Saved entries
+---+
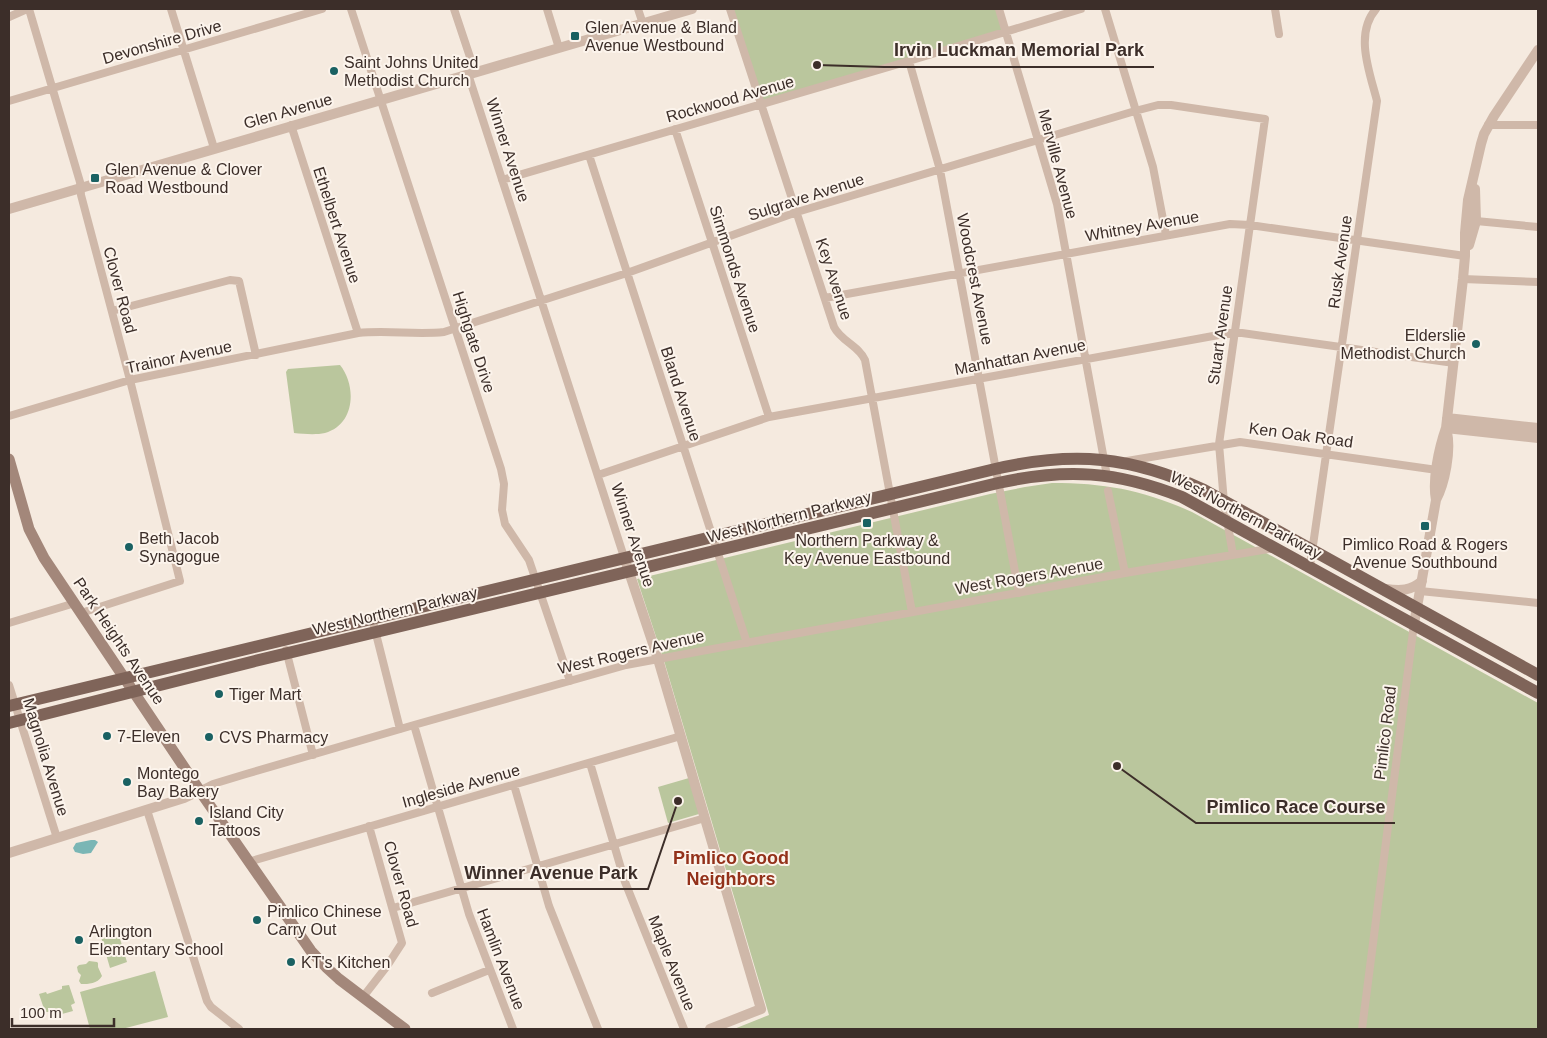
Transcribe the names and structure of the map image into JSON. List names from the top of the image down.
{
  "streets": {
    "main road": ["West Northern Parkway", "Park Heights Avenue"],
    "street": [
      "Devonshire Drive",
      "Rockwood Avenue",
      "Glen Avenue",
      "Winner Avenue",
      "Merville Avenue",
      "Sulgrave Avenue",
      "Ethelbert Avenue",
      "Whitney Avenue",
      "Rusk Avenue",
      "Simmonds Avenue",
      "Key Avenue",
      "Woodcrest Avenue",
      "Clover Road",
      "Stuart Avenue",
      "Highgate Drive",
      "Trainor Avenue",
      "Manhattan Avenue",
      "Bland Avenue",
      "Ken Oak Road",
      "West Rogers Avenue",
      "Pimlico Road",
      "Magnolia Avenue",
      "Ingleside Avenue",
      "Hamlin Avenue",
      "Maple Avenue"
    ]
  },
  "crossings": [
    ["Devonshire Drive", "Clover Road"],
    ["Rockwood Avenue", "Winner Avenue"],
    ["Rockwood Avenue", "Merville Avenue"],
    ["Rockwood Avenue", "Simmonds Avenue"],
    ["Rockwood Avenue", "Key Avenue"],
    ["Rockwood Avenue", "Woodcrest Avenue"],
    ["Rockwood Avenue", "Bland Avenue"],
    ["Glen Avenue", "Winner Avenue"],
    ["Glen Avenue", "Ethelbert Avenue"],
    ["Glen Avenue", "Clover Road"],
    ["Glen Avenue", "Highgate Drive"],
    ["Winner Avenue", "Sulgrave Avenue"],
    ["Winner Avenue", "Manhattan Avenue"],
    ["Winner Avenue", "West Northern Parkway"],
    ["Winner Avenue", "West Rogers Avenue"],
    ["Winner Avenue", "Ingleside Avenue"],
    ["Merville Avenue", "Sulgrave Avenue"],
    ["Merville Avenue", "Whitney Avenue"],
    ["Merville Avenue", "Manhattan Avenue"],
    ["Merville Avenue", "West Northern Parkway"],
    ["Sulgrave Avenue", "Ethelbert Avenue"],
    ["Sulgrave Avenue", "Simmonds Avenue"],
    ["Sulgrave Avenue", "Key Avenue"],
    ["Sulgrave Avenue", "Woodcrest Avenue"],
    ["Sulgrave Avenue", "Stuart Avenue"],
    ["Sulgrave Avenue", "Highgate Drive"],
    ["Sulgrave Avenue", "Trainor Avenue"],
    ["Sulgrave Avenue", "Bland Avenue"],
    ["Ethelbert Avenue", "Trainor Avenue"],
    ["Whitney Avenue", "Rusk Avenue"],
    ["Whitney Avenue", "Key Avenue"],
    ["Whitney Avenue", "Woodcrest Avenue"],
    ["Whitney Avenue", "Stuart Avenue"],
    ["Whitney Avenue", "Pimlico Road"],
    ["Rusk Avenue", "Manhattan Avenue"],
    ["Rusk Avenue", "Ken Oak Road"],
    ["Rusk Avenue", "West Northern Parkway"],
    ["Simmonds Avenue", "Manhattan Avenue"],
    ["Key Avenue", "Manhattan Avenue"],
    ["Key Avenue", "West Northern Parkway"],
    ["Key Avenue", "West Rogers Avenue"],
    ["Woodcrest Avenue", "Manhattan Avenue"],
    ["Woodcrest Avenue", "West Northern Parkway"],
    ["Woodcrest Avenue", "West Rogers Avenue"],
    ["Clover Road", "Trainor Avenue"],
    ["Clover Road", "Park Heights Avenue"],
    ["Clover Road", "Ingleside Avenue"],
    ["Stuart Avenue", "Manhattan Avenue"],
    ["Stuart Avenue", "Ken Oak Road"],
    ["Stuart Avenue", "West Northern Parkway"],
    ["Stuart Avenue", "West Rogers Avenue"],
    ["Highgate Drive", "West Northern Parkway"],
    ["Highgate Drive", "West Rogers Avenue"],
    ["Manhattan Avenue", "Bland Avenue"],
    ["Manhattan Avenue", "Pimlico Road"],
    ["Bland Avenue", "West Northern Parkway"],
    ["Bland Avenue", "West Rogers Avenue"],
    ["Ken Oak Road", "West Northern Parkway"],
    ["Ken Oak Road", "Pimlico Road"],
    ["West Northern Parkway", "West Rogers Avenue"],
    ["West Northern Parkway", "Park Heights Avenue"],
    ["West Northern Parkway", "Pimlico Road"],
    ["West Northern Parkway", "Magnolia Avenue"],
    ["West Rogers Avenue", "Park Heights Avenue"],
    ["West Rogers Avenue", "Magnolia Avenue"],
    ["West Rogers Avenue", "Hamlin Avenue"],
    ["Park Heights Avenue", "Ingleside Avenue"],
    ["Ingleside Avenue", "Hamlin Avenue"],
    ["Ingleside Avenue", "Maple Avenue"]
  ],
  "districts": ["Pimlico Good Neighbors"],
  "places": {
    "transit": [
      "Glen Avenue & Bland Avenue Westbound",
      "Glen Avenue & Clover Road Westbound",
      "Northern Parkway & Key Avenue Eastbound",
      "Pimlico Road & Rogers Avenue Southbound"
    ],
    "other": [
      "Irvin Luckman Memorial Park",
      "Saint Johns United Methodist Church",
      "Elderslie Methodist Church",
      "Beth Jacob Synagogue",
      "Tiger Mart",
      "7-Eleven",
      "CVS Pharmacy",
      "Pimlico Race Course",
      "Montego Bay Bakery",
      "Winner Avenue Park",
      "Island City Tattoos",
      "Pimlico Chinese Carry Out",
      "Arlington Elementary School",
      "KT's Kitchen"
    ]
  },
  "scale_bar": "100 m"
}
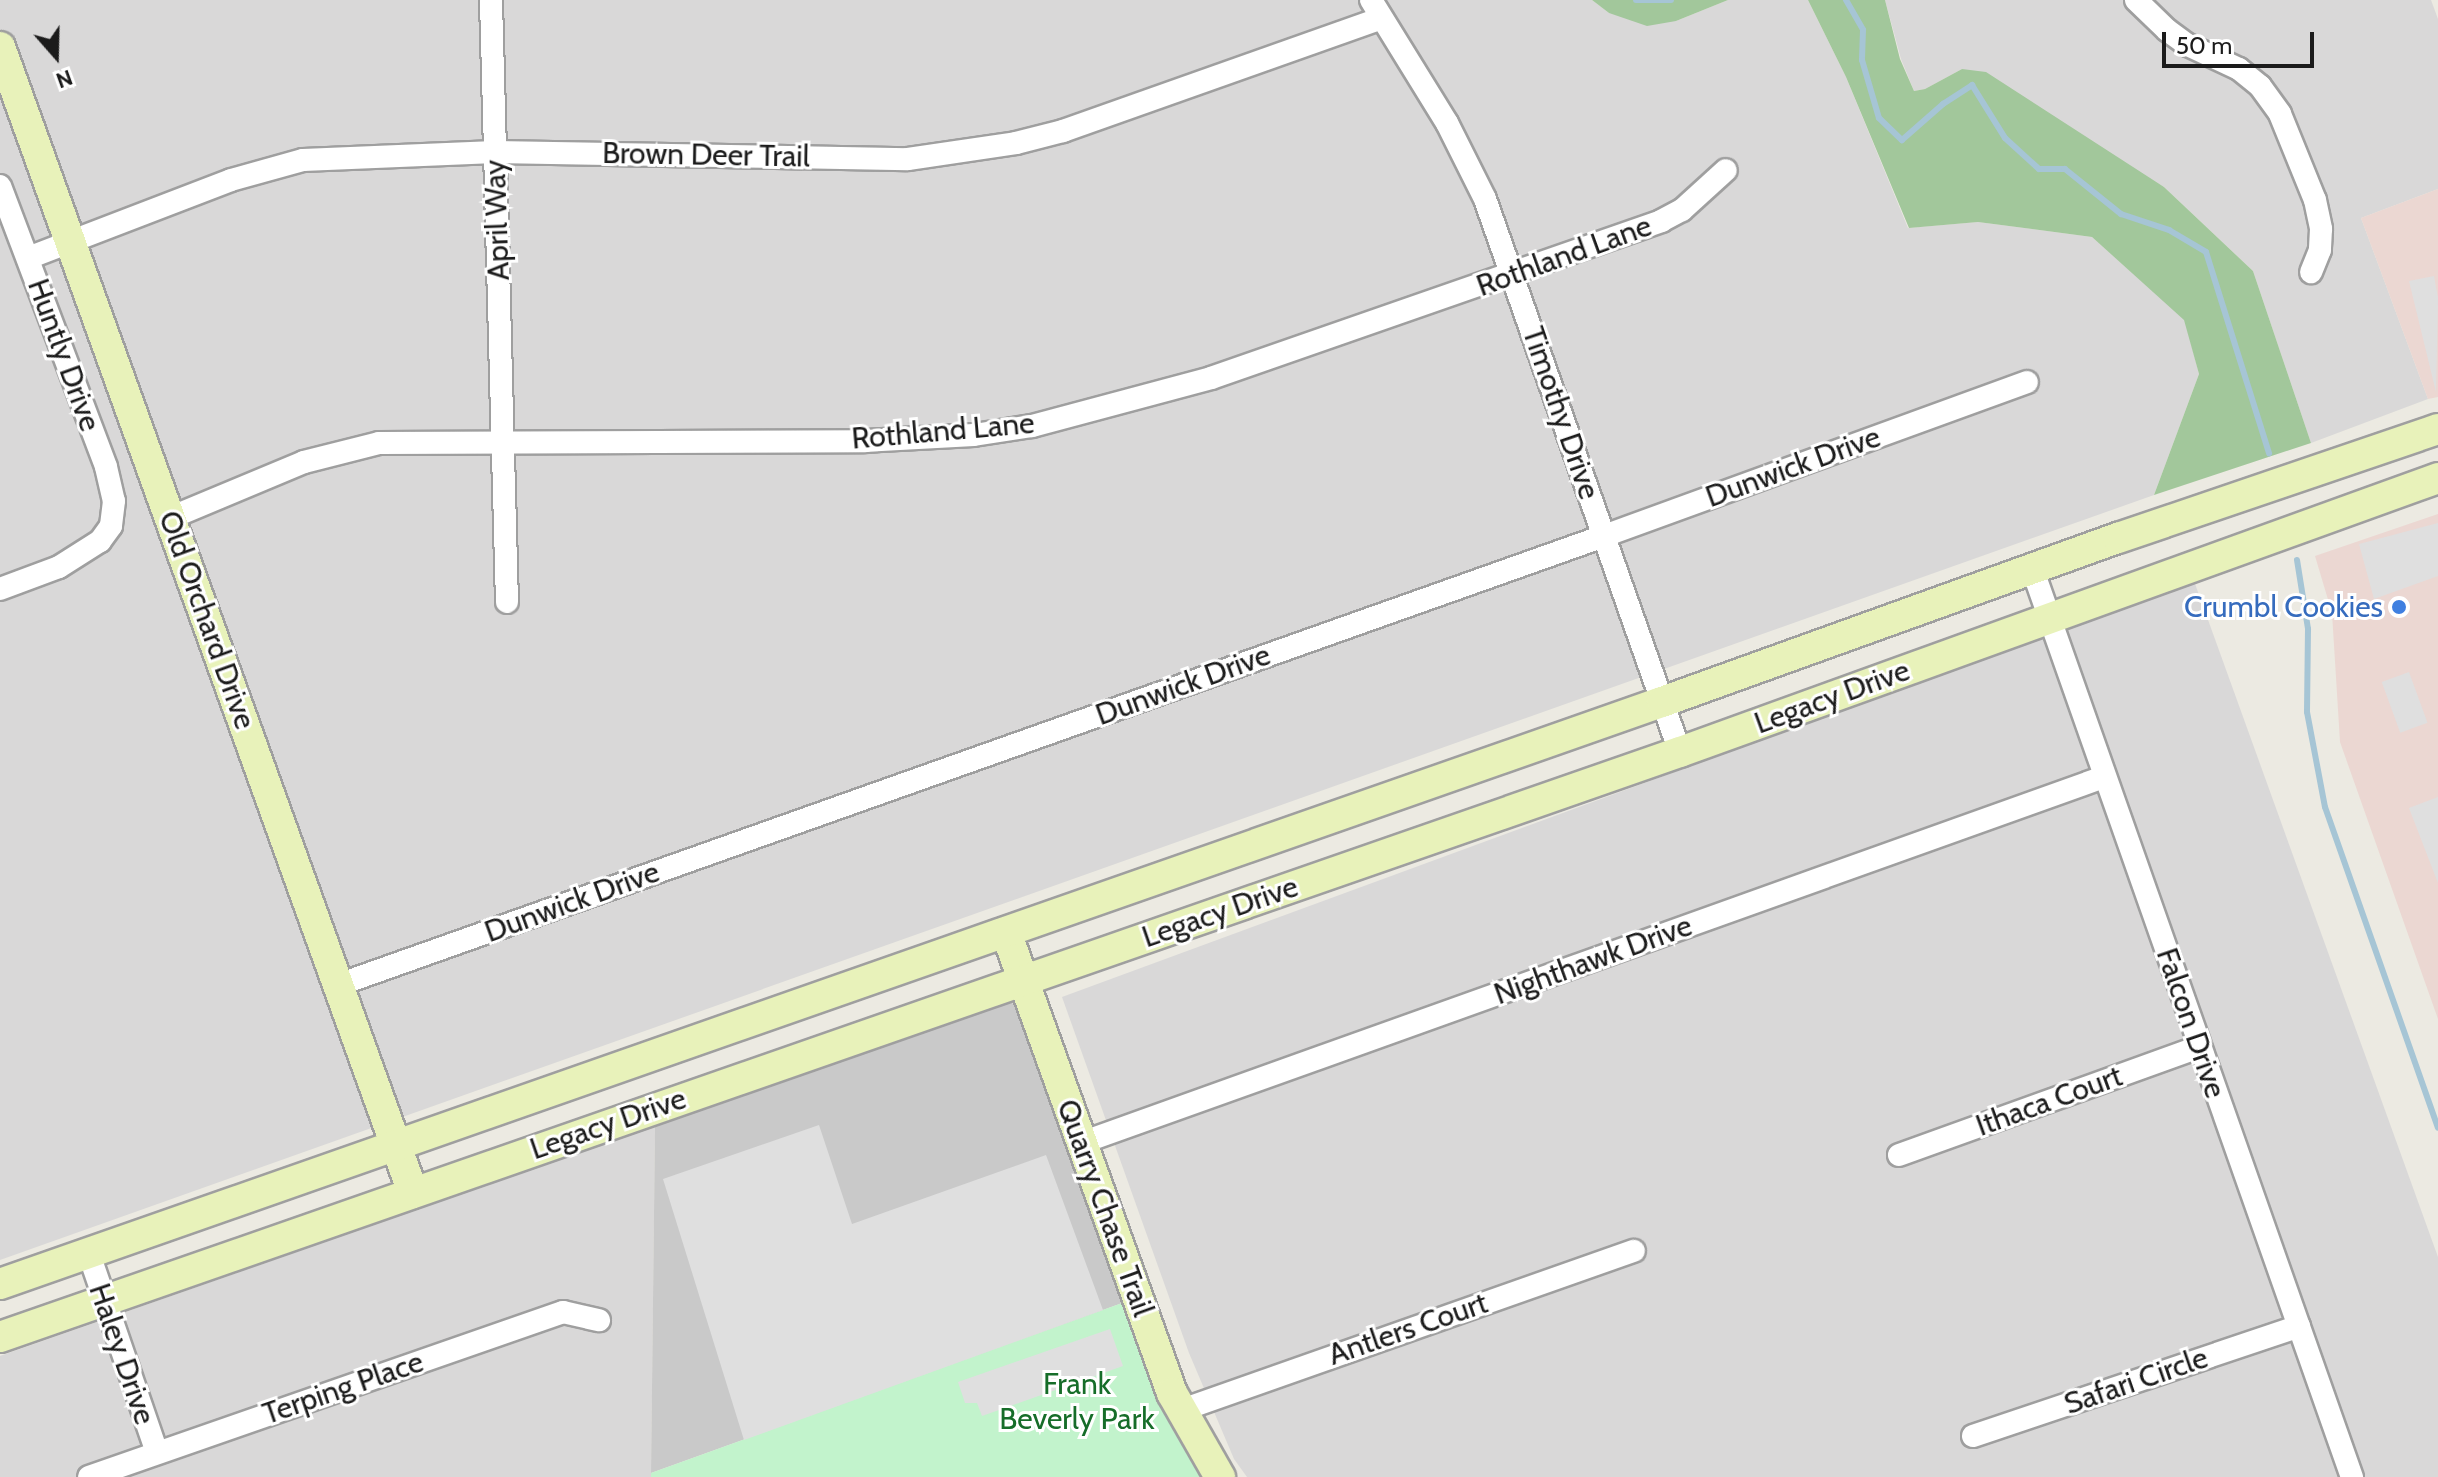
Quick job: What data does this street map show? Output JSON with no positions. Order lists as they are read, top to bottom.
{
  "streets": {
    "main road": ["Old Orchard Drive", "Legacy Drive", "Quarry Chase Trail"],
    "street": [
      "Brown Deer Trail",
      "April Way",
      "Rothland Lane",
      "Huntly Drive",
      "Timothy Drive",
      "Dunwick Drive",
      "Nighthawk Drive",
      "Falcon Drive",
      "Ithaca Court",
      "Antlers Court",
      "Haley Drive",
      "Safari Circle",
      "Terping Place"
    ]
  },
  "crossings": [
    ["Brown Deer Trail", "April Way"],
    ["Brown Deer Trail", "Huntly Drive"],
    ["Brown Deer Trail", "Timothy Drive"],
    ["Brown Deer Trail", "Old Orchard Drive"],
    ["April Way", "Rothland Lane"],
    ["Rothland Lane", "Timothy Drive"],
    ["Rothland Lane", "Old Orchard Drive"],
    ["Timothy Drive", "Dunwick Drive"],
    ["Timothy Drive", "Legacy Drive"],
    ["Dunwick Drive", "Old Orchard Drive"],
    ["Old Orchard Drive", "Legacy Drive"],
    ["Legacy Drive", "Falcon Drive"],
    ["Legacy Drive", "Quarry Chase Trail"],
    ["Legacy Drive", "Haley Drive"],
    ["Nighthawk Drive", "Falcon Drive"],
    ["Nighthawk Drive", "Quarry Chase Trail"],
    ["Falcon Drive", "Ithaca Court"],
    ["Falcon Drive", "Safari Circle"],
    ["Quarry Chase Trail", "Antlers Court"],
    ["Haley Drive", "Terping Place"]
  ],
  "parks": ["Frank Beverly Park"],
  "places": ["Crumbl Cookies"],
  "scale_bar": "50 m",
  "north": "bottom"
}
+---+
→ YOUR TASK:
Reproduce all lines above exactly. Leave the images out.

→ ANSWER FOR THE TASK:
Transcribe the names and structure of the map image into JSON. List names from the top of the image down.
{
  "streets": {
    "main road": ["West Northern Parkway", "Park Heights Avenue"],
    "street": [
      "Devonshire Drive",
      "Rockwood Avenue",
      "Glen Avenue",
      "Winner Avenue",
      "Merville Avenue",
      "Sulgrave Avenue",
      "Ethelbert Avenue",
      "Whitney Avenue",
      "Rusk Avenue",
      "Simmonds Avenue",
      "Key Avenue",
      "Woodcrest Avenue",
      "Clover Road",
      "Stuart Avenue",
      "Highgate Drive",
      "Trainor Avenue",
      "Manhattan Avenue",
      "Bland Avenue",
      "Ken Oak Road",
      "West Rogers Avenue",
      "Pimlico Road",
      "Magnolia Avenue",
      "Ingleside Avenue",
      "Hamlin Avenue",
      "Maple Avenue"
    ]
  },
  "crossings": [
    ["Devonshire Drive", "Clover Road"],
    ["Rockwood Avenue", "Winner Avenue"],
    ["Rockwood Avenue", "Merville Avenue"],
    ["Rockwood Avenue", "Simmonds Avenue"],
    ["Rockwood Avenue", "Key Avenue"],
    ["Rockwood Avenue", "Woodcrest Avenue"],
    ["Rockwood Avenue", "Bland Avenue"],
    ["Glen Avenue", "Winner Avenue"],
    ["Glen Avenue", "Ethelbert Avenue"],
    ["Glen Avenue", "Clover Road"],
    ["Glen Avenue", "Highgate Drive"],
    ["Winner Avenue", "Sulgrave Avenue"],
    ["Winner Avenue", "Manhattan Avenue"],
    ["Winner Avenue", "West Northern Parkway"],
    ["Winner Avenue", "West Rogers Avenue"],
    ["Winner Avenue", "Ingleside Avenue"],
    ["Merville Avenue", "Sulgrave Avenue"],
    ["Merville Avenue", "Whitney Avenue"],
    ["Merville Avenue", "Manhattan Avenue"],
    ["Merville Avenue", "West Northern Parkway"],
    ["Sulgrave Avenue", "Ethelbert Avenue"],
    ["Sulgrave Avenue", "Simmonds Avenue"],
    ["Sulgrave Avenue", "Key Avenue"],
    ["Sulgrave Avenue", "Woodcrest Avenue"],
    ["Sulgrave Avenue", "Stuart Avenue"],
    ["Sulgrave Avenue", "Highgate Drive"],
    ["Sulgrave Avenue", "Trainor Avenue"],
    ["Sulgrave Avenue", "Bland Avenue"],
    ["Ethelbert Avenue", "Trainor Avenue"],
    ["Whitney Avenue", "Rusk Avenue"],
    ["Whitney Avenue", "Key Avenue"],
    ["Whitney Avenue", "Woodcrest Avenue"],
    ["Whitney Avenue", "Stuart Avenue"],
    ["Whitney Avenue", "Pimlico Road"],
    ["Rusk Avenue", "Manhattan Avenue"],
    ["Rusk Avenue", "Ken Oak Road"],
    ["Rusk Avenue", "West Northern Parkway"],
    ["Simmonds Avenue", "Manhattan Avenue"],
    ["Key Avenue", "Manhattan Avenue"],
    ["Key Avenue", "West Northern Parkway"],
    ["Key Avenue", "West Rogers Avenue"],
    ["Woodcrest Avenue", "Manhattan Avenue"],
    ["Woodcrest Avenue", "West Northern Parkway"],
    ["Woodcrest Avenue", "West Rogers Avenue"],
    ["Clover Road", "Trainor Avenue"],
    ["Clover Road", "Park Heights Avenue"],
    ["Clover Road", "Ingleside Avenue"],
    ["Stuart Avenue", "Manhattan Avenue"],
    ["Stuart Avenue", "Ken Oak Road"],
    ["Stuart Avenue", "West Northern Parkway"],
    ["Stuart Avenue", "West Rogers Avenue"],
    ["Highgate Drive", "West Northern Parkway"],
    ["Highgate Drive", "West Rogers Avenue"],
    ["Manhattan Avenue", "Bland Avenue"],
    ["Manhattan Avenue", "Pimlico Road"],
    ["Bland Avenue", "West Northern Parkway"],
    ["Bland Avenue", "West Rogers Avenue"],
    ["Ken Oak Road", "West Northern Parkway"],
    ["Ken Oak Road", "Pimlico Road"],
    ["West Northern Parkway", "West Rogers Avenue"],
    ["West Northern Parkway", "Park Heights Avenue"],
    ["West Northern Parkway", "Pimlico Road"],
    ["West Northern Parkway", "Magnolia Avenue"],
    ["West Rogers Avenue", "Park Heights Avenue"],
    ["West Rogers Avenue", "Magnolia Avenue"],
    ["West Rogers Avenue", "Hamlin Avenue"],
    ["Park Heights Avenue", "Ingleside Avenue"],
    ["Ingleside Avenue", "Hamlin Avenue"],
    ["Ingleside Avenue", "Maple Avenue"]
  ],
  "districts": ["Pimlico Good Neighbors"],
  "places": {
    "transit": [
      "Glen Avenue & Bland Avenue Westbound",
      "Glen Avenue & Clover Road Westbound",
      "Northern Parkway & Key Avenue Eastbound",
      "Pimlico Road & Rogers Avenue Southbound"
    ],
    "other": [
      "Irvin Luckman Memorial Park",
      "Saint Johns United Methodist Church",
      "Elderslie Methodist Church",
      "Beth Jacob Synagogue",
      "Tiger Mart",
      "7-Eleven",
      "CVS Pharmacy",
      "Pimlico Race Course",
      "Montego Bay Bakery",
      "Winner Avenue Park",
      "Island City Tattoos",
      "Pimlico Chinese Carry Out",
      "Arlington Elementary School",
      "KT's Kitchen"
    ]
  },
  "scale_bar": "100 m"
}
Quick job: What data does this street map show? Output JSON with no positions. Order lists as they are read, top to bottom.
{
  "streets": {
    "main road": ["Old Orchard Drive", "Legacy Drive", "Quarry Chase Trail"],
    "street": [
      "Brown Deer Trail",
      "April Way",
      "Rothland Lane",
      "Huntly Drive",
      "Timothy Drive",
      "Dunwick Drive",
      "Nighthawk Drive",
      "Falcon Drive",
      "Ithaca Court",
      "Antlers Court",
      "Haley Drive",
      "Safari Circle",
      "Terping Place"
    ]
  },
  "crossings": [
    ["Brown Deer Trail", "April Way"],
    ["Brown Deer Trail", "Huntly Drive"],
    ["Brown Deer Trail", "Timothy Drive"],
    ["Brown Deer Trail", "Old Orchard Drive"],
    ["April Way", "Rothland Lane"],
    ["Rothland Lane", "Timothy Drive"],
    ["Rothland Lane", "Old Orchard Drive"],
    ["Timothy Drive", "Dunwick Drive"],
    ["Timothy Drive", "Legacy Drive"],
    ["Dunwick Drive", "Old Orchard Drive"],
    ["Old Orchard Drive", "Legacy Drive"],
    ["Legacy Drive", "Falcon Drive"],
    ["Legacy Drive", "Quarry Chase Trail"],
    ["Legacy Drive", "Haley Drive"],
    ["Nighthawk Drive", "Falcon Drive"],
    ["Nighthawk Drive", "Quarry Chase Trail"],
    ["Falcon Drive", "Ithaca Court"],
    ["Falcon Drive", "Safari Circle"],
    ["Quarry Chase Trail", "Antlers Court"],
    ["Haley Drive", "Terping Place"]
  ],
  "parks": ["Frank Beverly Park"],
  "places": ["Crumbl Cookies"],
  "scale_bar": "50 m",
  "north": "bottom"
}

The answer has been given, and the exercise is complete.